Chemical chirality in popular fiction

Although little was known about chemical chirality in the time of Lewis Carroll, his work Through the Looking-glass contains a prescient reference to the differing biological activities of enantiomeric drugs: "Perhaps Looking-glass milk isn't good to drink," Alice said to her cat. A supplemental story to The League of Extraordinary Gentlemen made reference to this, mentioning in passing that after her return from the mirror world, her body was mirror-flipped, presumably down to the molecular level, as she was unable to digest food afterwards.

In Arthur C. Clarke's short story "Technical Error" (also titled "The Reversed Man"), a technician working on a giant superconducting generator is accidentally "inverted" into his mirror image, right down to the coins in his pocket. When he is found to be starving despite an apparently-healthy diet, the culprit is determined to be the amino acids in his food, which are natural amino acids and opposite in chirality to those his body now requires.

In the Dorothy L. Sayers's novel The Documents in the Case, a murder is committed that is designed to appear as accidental death from eating poisonous mushrooms containing muscarine. The case is proved to be murder because the muscarine found in the deceased's stomach is racemic and therefore synthetic.

In James Blish's Star Trek novella Spock Must Die!, Spock's mirror-duplicate is later discovered to have stolen chemical reagents from the medical bay to convert certain amino acids to opposite-chirality isomers that his metabolism requires.

In Spider Robinson's Callahan's Place short story "Mirror/rorriM On the Wall", a mirror is constructed of thiotimoline which leads to a parallel but inverted universe. A character attempts to smuggle food between the two universes to sell as a diet product, since the amino acids are reversed and provide no nutritional value. The chirality in alcoholic beverages is also used to justify getting drunk on extremely cheap liquor.

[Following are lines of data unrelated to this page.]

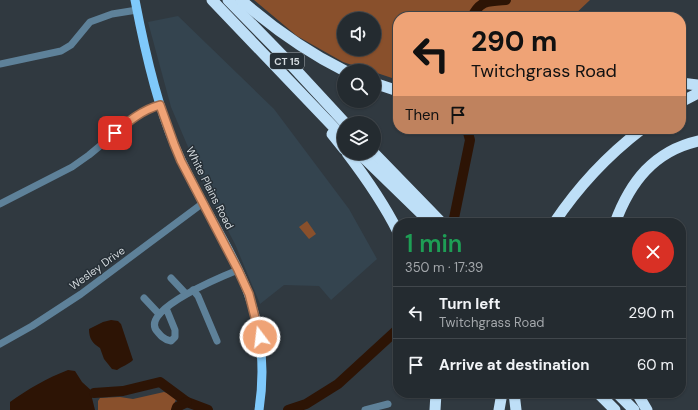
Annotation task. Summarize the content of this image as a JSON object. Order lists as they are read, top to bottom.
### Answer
{
  "streets": {
    "highway": ["CT 15"],
    "main road": ["White Plains Road"],
    "street": ["Wesley Drive"]
  },
  "crossings": [
    ["White Plains Road", "Wesley Drive"]
  ],
  "page": {
    "turn": ["290 m", "Twitchgrass Road"],
    "then": "Then",
    "heading": ["1 min", "350 m · 17:39"],
    "list": [
      {
        "name": "Turn left",
        "note": "Twitchgrass Road",
        "value": "290 m"
      },
      {
        "name": "Arrive at destination",
        "value": "60 m"
      }
    ]
  }
}
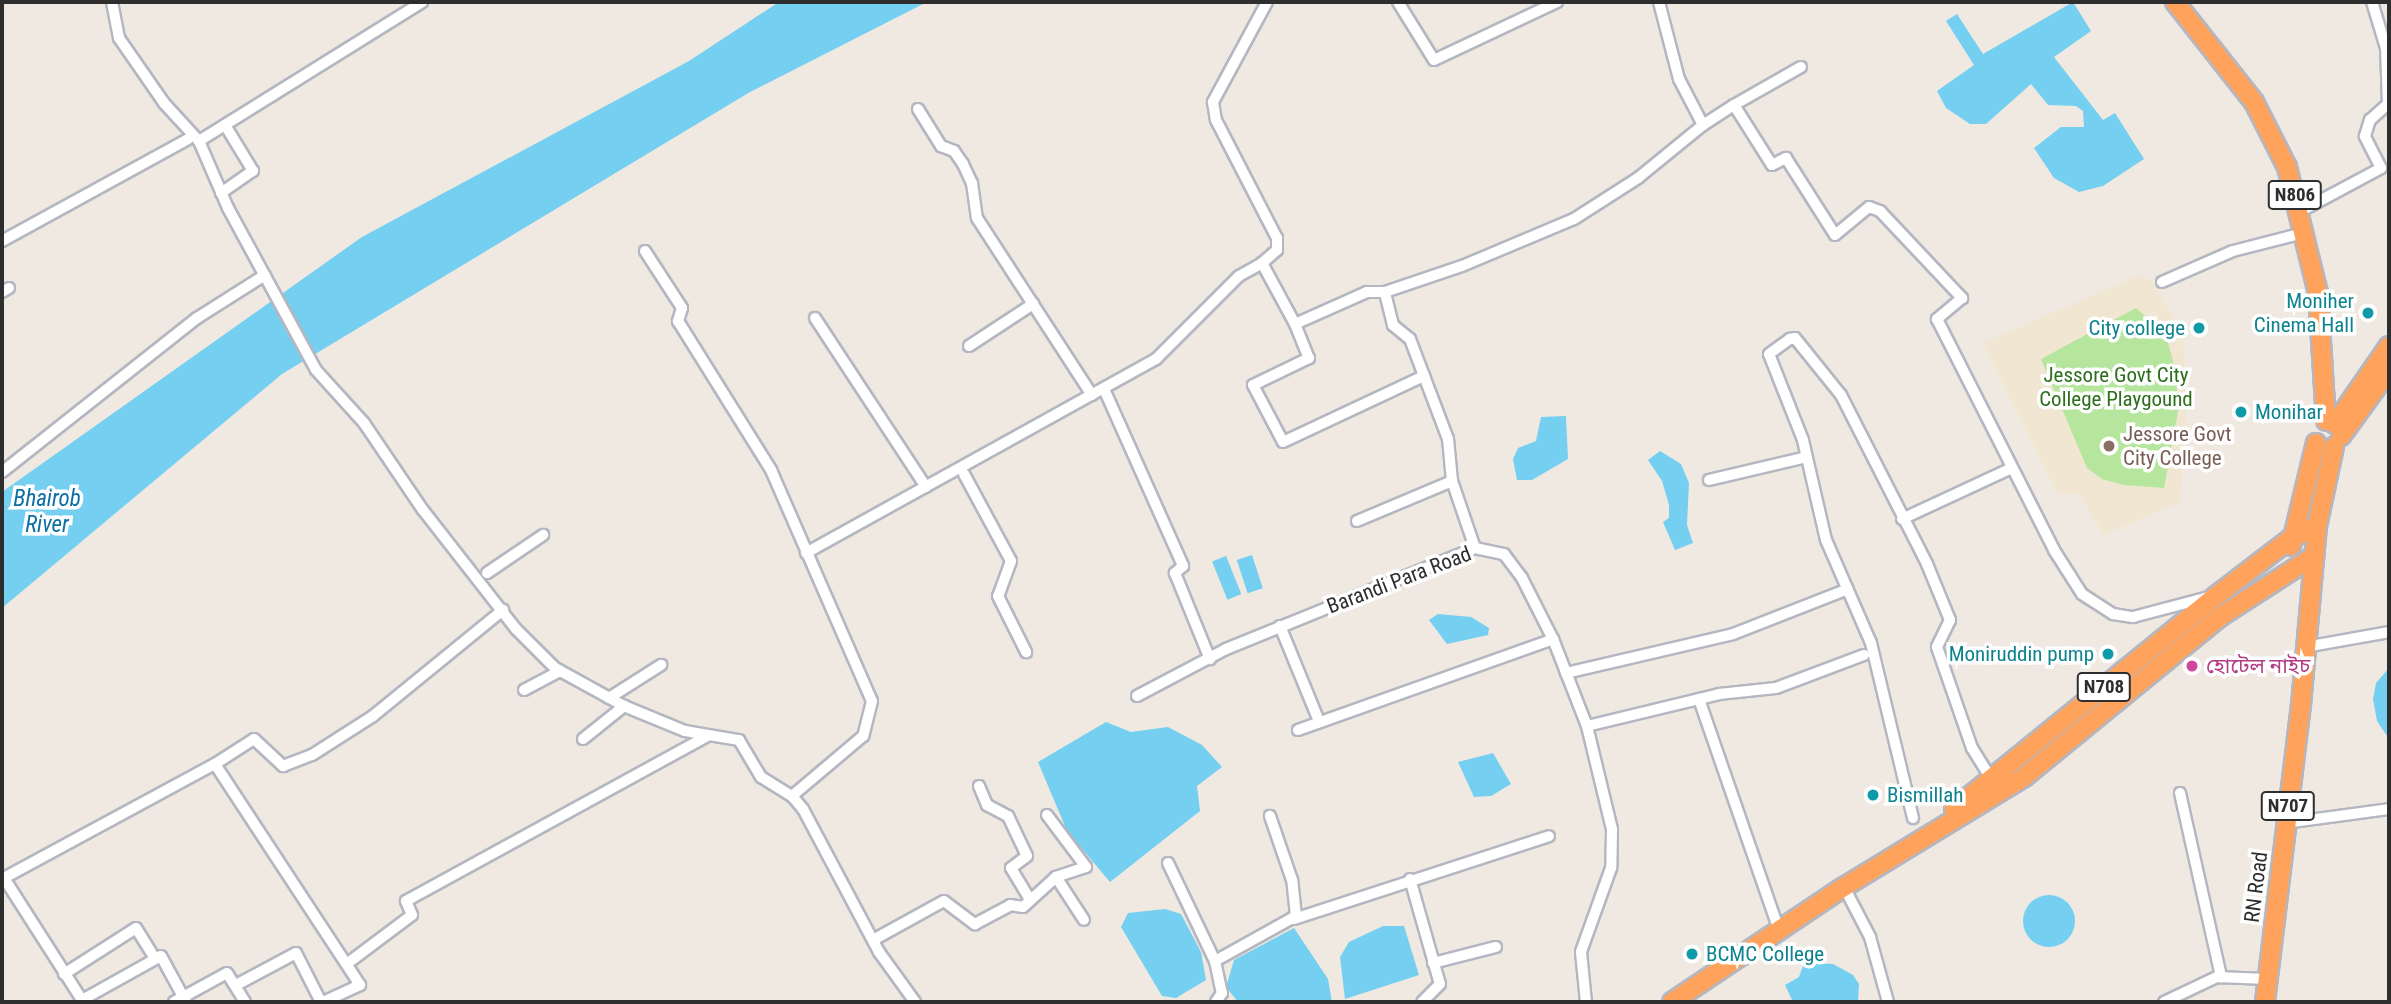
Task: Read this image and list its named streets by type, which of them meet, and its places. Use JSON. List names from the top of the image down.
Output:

In Larry Niven's Destiny's Road, the title planet's indigenous life is based upon right-handed proteins. When human colonists arrive from Earth via a generation ship, extreme measures are taken to permit the colony's survival. A peninsula is sterilized with a lander's fusion drive, creating the titular "road" out of fused bedrock. The area is then reseeded with Earth life to provide the colonists with food. Though the soil lacks potassium due to other factors, necessitating supplements that produce a hydraulic empire common to Niven's fiction, the colony otherwise prospers. Native viruses and bacteria cannot infect colonists, resulting in longer lifespans. Sealife quickly recovers, and is consumed by the colonists as a "diet" food, as their digestive systems cannot metabolize it into fat.

Marti Steussy's Dreams of Dawn (1988) has a similar premise, where the locals evolved based on right-handed amino acids.

In the Trauma Center series of games, doctors test for a "chiral reaction" in order to determine whether or not a patient is infected with "Gangliated Utrophin Immuno Latency Toxin," a fictional, parasitic pathogen more commonly referred to as GUILT. A positive reaction means the patient is infected, while a negative reaction means the patient has either been cured or is not infected.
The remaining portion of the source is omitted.